28. Juni 2019

Podiumsdiskussion „Inklusion – alles gut?“

Einer lebhaften und aufschlussreichen Diskussion konnten gestern die Besucherinnen und Besucher der Veranstaltung „Inklusion – alles gut?“ folgen. Mit Björn Försterling, Jan Runge,  Matthias Schrell,  Siemen Rühaak und Ralf Krallmann brachten fünf Diskutanten ihre Erfahrungen und Meinungen zum Thema Inklusion an niedersächsischen Schulen in die Debatte ein. Auch das Publikum beteiligte sich sehr rege an der Diskussion.
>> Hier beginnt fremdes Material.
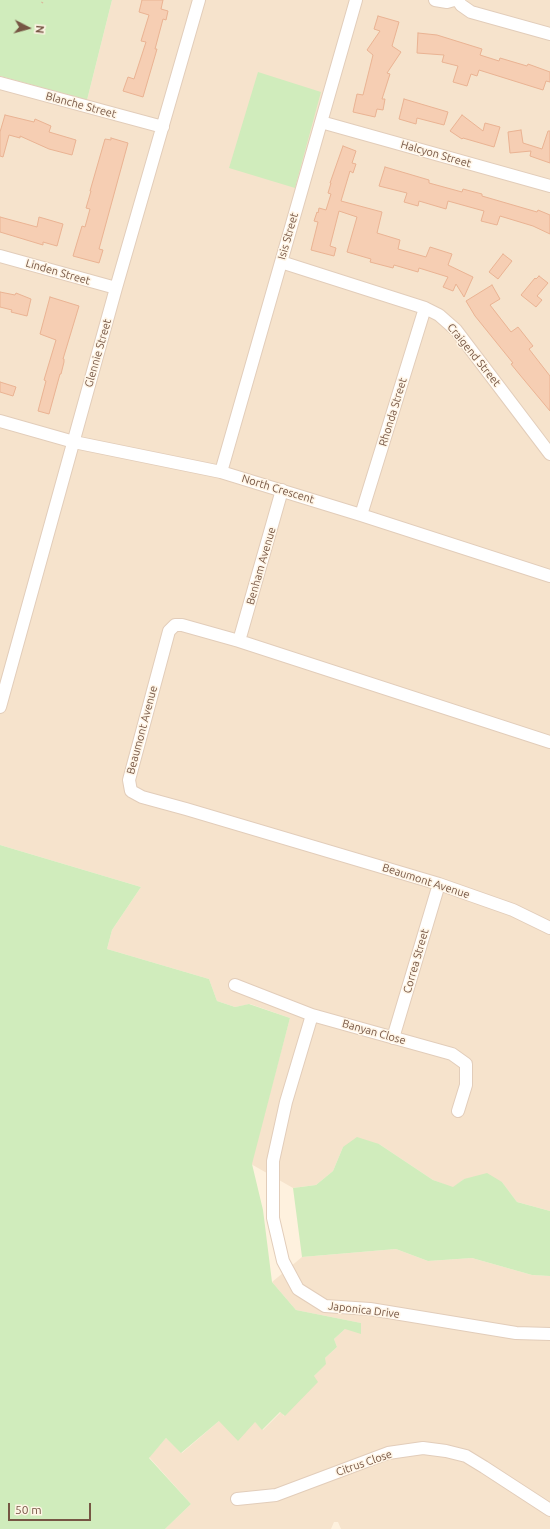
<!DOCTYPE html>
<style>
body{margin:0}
#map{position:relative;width:550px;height:1529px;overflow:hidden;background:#fef1de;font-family:Ubuntu,sans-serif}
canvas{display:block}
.north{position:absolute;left:8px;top:8px;width:40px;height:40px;-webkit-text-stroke:3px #fff5e6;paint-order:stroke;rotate:96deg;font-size:11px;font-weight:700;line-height:16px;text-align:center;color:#765644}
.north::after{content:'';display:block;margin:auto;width:14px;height:18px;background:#765644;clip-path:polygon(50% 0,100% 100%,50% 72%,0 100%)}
.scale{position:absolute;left:8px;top:1503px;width:83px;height:18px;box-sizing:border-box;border:2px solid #765644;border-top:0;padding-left:5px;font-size:12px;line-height:14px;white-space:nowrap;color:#765644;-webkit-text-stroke:3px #fff5e6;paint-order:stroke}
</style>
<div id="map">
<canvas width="550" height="1529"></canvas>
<div class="north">N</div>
<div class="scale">50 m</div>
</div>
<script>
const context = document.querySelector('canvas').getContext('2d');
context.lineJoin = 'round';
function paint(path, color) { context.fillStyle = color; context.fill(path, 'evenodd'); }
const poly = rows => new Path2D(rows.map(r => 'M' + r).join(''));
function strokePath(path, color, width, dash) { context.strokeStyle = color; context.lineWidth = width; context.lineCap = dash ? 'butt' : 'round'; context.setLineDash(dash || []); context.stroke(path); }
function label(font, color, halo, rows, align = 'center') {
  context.font = font + ' Ubuntu,sans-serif'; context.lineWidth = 3; context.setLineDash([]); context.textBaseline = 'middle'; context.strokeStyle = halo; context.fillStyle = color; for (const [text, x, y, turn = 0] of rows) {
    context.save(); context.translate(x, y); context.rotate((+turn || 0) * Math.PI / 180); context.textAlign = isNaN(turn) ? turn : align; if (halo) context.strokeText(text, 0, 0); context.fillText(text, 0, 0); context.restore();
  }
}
const residential = poly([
 [112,0,550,0,550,1211,517,1202,502,1182,464,1179,453,1188,433,1180,379,1144,343,1147,333,1171,316,1185,293,1188,251,1164,290,1018,250,1004,235,1007,217,1001,209,979,107,949,112,930,141,887,0,845,0,76,87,100],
 [396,1249,428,1261,472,1258,532,1275,550,1276,550,1529,341,1529,338,1522,334,1522,331,1529,165,1529,191,1504,149,1457,166,1438,182,1453,219,1421,255,1422,263,1430,281,1412,284,1416,314,1376,325,1364,325,1358,337,1347,334,1339,345,1329,361,1323,296,1310,272,1282,302,1257]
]);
const green = poly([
 [0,0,112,0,87,100,0,76],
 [258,72,321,92,295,188,229,168],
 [0,845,141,887,112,930,107,949,209,979,217,1001,235,1007,249,1004,290,1018,252,1164,263,1210,272,1282,296,1310,361,1323,361,1334,345,1329,334,1339,337,1347,325,1358,326,1364,314,1376,318,1382,285,1416,280,1412,262,1430,255,1422,238,1441,219,1421,181,1453,166,1438,149,1458,191,1504,165,1529,0,1529],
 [357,1137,379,1144,433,1180,453,1187,464,1179,487,1173,502,1182,517,1202,550,1211,550,1276,532,1275,472,1258,428,1261,396,1249,302,1257,293,1188,316,1185,333,1171,343,1147]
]);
const building = poly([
 [142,0,163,0,161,9,168,11,166,20,163,19,155,49,157,49,143,97,123,91,128,77,134,79,146,42,141,41,149,15,139,12,142,0],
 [378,16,399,22,392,46,401,52,387,73,390,74,382,99,385,99,383,110,377,109,375,117,353,112,357,94,363,95,373,55,367,50,380,31,374,29,378,16],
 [418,33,437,35,482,49,480,55,499,61,500,58,527,66,528,64,550,72,550,82,546,81,543,90,479,70,477,76,471,74,467,86,453,82,458,66,442,62,444,55,417,53,418,33],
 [404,99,448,112,444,125,417,118,416,124,399,119,404,99],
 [5,115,34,122,35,119,51,126,49,132,76,140,72,155,49,149,20,136,20,138,9,135,3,157,0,156,0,132,5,115],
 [462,115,483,131,485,123,500,127,494,147,463,138,462,139,450,131,462,115],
 [521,130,523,143,542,149,548,131,550,131,550,163,530,156,531,151,510,153,508,132,521,130],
 [111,138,128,143,99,249,103,250,99,263,73,256,82,226,85,227,90,209,86,208,91,191,90,191,105,139,111,140,111,138],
 [343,146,356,151,352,163,356,164,353,173,350,171,341,201,382,212,377,233,400,240,398,249,426,257,430,247,452,254,448,265,473,277,464,297,456,284,453,291,443,287,448,277,419,268,418,272,394,265,393,268,370,262,371,259,347,252,357,217,339,211,330,246,336,248,334,256,311,250,318,222,314,221,317,212,318,213,319,208,326,210,331,194,328,193,331,183,330,183,343,146],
 [385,167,429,180,429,183,462,192,463,189,482,194,482,196,537,212,538,210,550,215,550,234,533,226,500,216,497,225,481,221,484,211,448,201,446,209,419,201,418,206,404,202,407,193,379,186,385,167],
 [0,217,37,227,39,217,63,224,57,246,43,242,43,245,0,232,0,217],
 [503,254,512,261,498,279,489,272,503,254],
 [539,276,548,283,537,296,542,300,536,307,521,295,535,278,536,279,539,276],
 [492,285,500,299,490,305,511,332,518,327,533,346,529,349,550,376,550,411,520,375,511,364,513,363,475,316,466,301,492,285],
 [0,292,15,295,16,293,31,299,27,316,11,312,12,310,0,307,0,292],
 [50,297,79,306,63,359,64,359,64,362,61,374,60,374,49,414,38,411,46,381,44,380,56,340,40,334,50,297],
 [0,382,16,387,13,396,0,392,0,382]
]);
const path = poly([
 [42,3,44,0]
]);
const minor = poly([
 [435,0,447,2,454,0],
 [458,0,461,5,471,12,550,34],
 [0,83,163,127],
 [321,122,550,186],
 [0,256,116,288],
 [281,262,425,308,439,315,456,330,550,454],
 [0,421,74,442,221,472,361,515,550,576],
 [221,472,356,0],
 [361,515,425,308],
 [239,641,282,490],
 [0,707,116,288,199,0],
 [550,742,239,641,182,625,175,625,169,631,129,780,131,791,142,797,186,809,439,884,513,910,550,928],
 [235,985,312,1015,452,1054,466,1064,466,1085,458,1111],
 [312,1015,286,1102,273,1161,273,1218,283,1261,298,1289,325,1306,370,1309,516,1333,550,1334],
 [393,1038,439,884],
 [237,1499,276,1495,388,1453,423,1448,446,1451,466,1456,484,1467,550,1510]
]);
const streetNames = [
 ["Blanche Street",81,105,15],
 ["Halcyon Street",436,154,16],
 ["Isis Street",288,236,-74],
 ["Linden Street",58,272,16],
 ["Glennie Street",98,353,-74],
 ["Craigend Street",474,355,51],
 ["Rhonda Street",393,412,-73],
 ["North Crescent",278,489,17],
 ["Benham Avenue",261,566,-74],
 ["Beaumont Avenue",142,730,-75],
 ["Beaumont Avenue",426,881,18],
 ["Correa Street",416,961,-74],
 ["Banyan Close",374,1032,16],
 ["Japonica Drive",364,1310,7],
 ["Citrus Close",364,1463,-19]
];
paint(residential, '#f6e3cc');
paint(green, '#d0ecbc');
paint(building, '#f6ceb3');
strokePath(building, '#eab393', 1);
strokePath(minor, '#e2cdba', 14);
strokePath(path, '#dab197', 2, [1, 3]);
strokePath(minor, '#fff', 12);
label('11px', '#765644', '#fff5e6', streetNames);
</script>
Siemen Rühaak, Vater eines Grundschulkindes, lobte die Inklusionsbemühungen innerhalb Oldenburgs. Im Vergleich zu den Bedingungen im Freistaat Bayern sei hier schon viel erreicht worden. Björn Försterling, bildungspolitischer Sprecher der FDP-Fraktion im Niedersächsischen Landtag, wies u.a. auf die personelle Unterversorgung hin. Die unzureichenden Strukturen gefährdeten die Akzeptanz für Inklusion unter allen Beteiligten und sind hauptsächlicher Hinderungsgrund einer gelingenden Inklusion an niedersächsischen Schulen. Auch Jan Runge vom Schulleitungsverband Niedersachsen sprach von einer Mangelverwaltung, die viele Schulen bei ihrem Bemühungen um Inklusion zu spüren bekämen. Kleinere Klassengrößen für Kinder mit besonderem Förderungsbedarf waren eine Forderung, der sich alle Diskutanten anschließen konnten. Ralf Krallmann, Ratsmitglied aus der Gemeinde Edewecht, sprach sich deutlich für den Erhalt von Förderschulen aus. Allein die Eltern und betroffenen Kinder sollten entscheiden, welche Schulform die geeignete sei. Matthias Schrell, Vater eines Grundschulkindes, plädierte dafür, dass Sonderpädagogen bedarfsgerecht zugewiesen werden und nicht allein für eine Person zuständig sind, sondern in multiprofessionellen Teams mit den Lehrerinnen und Lehrern zusammenarbeiten.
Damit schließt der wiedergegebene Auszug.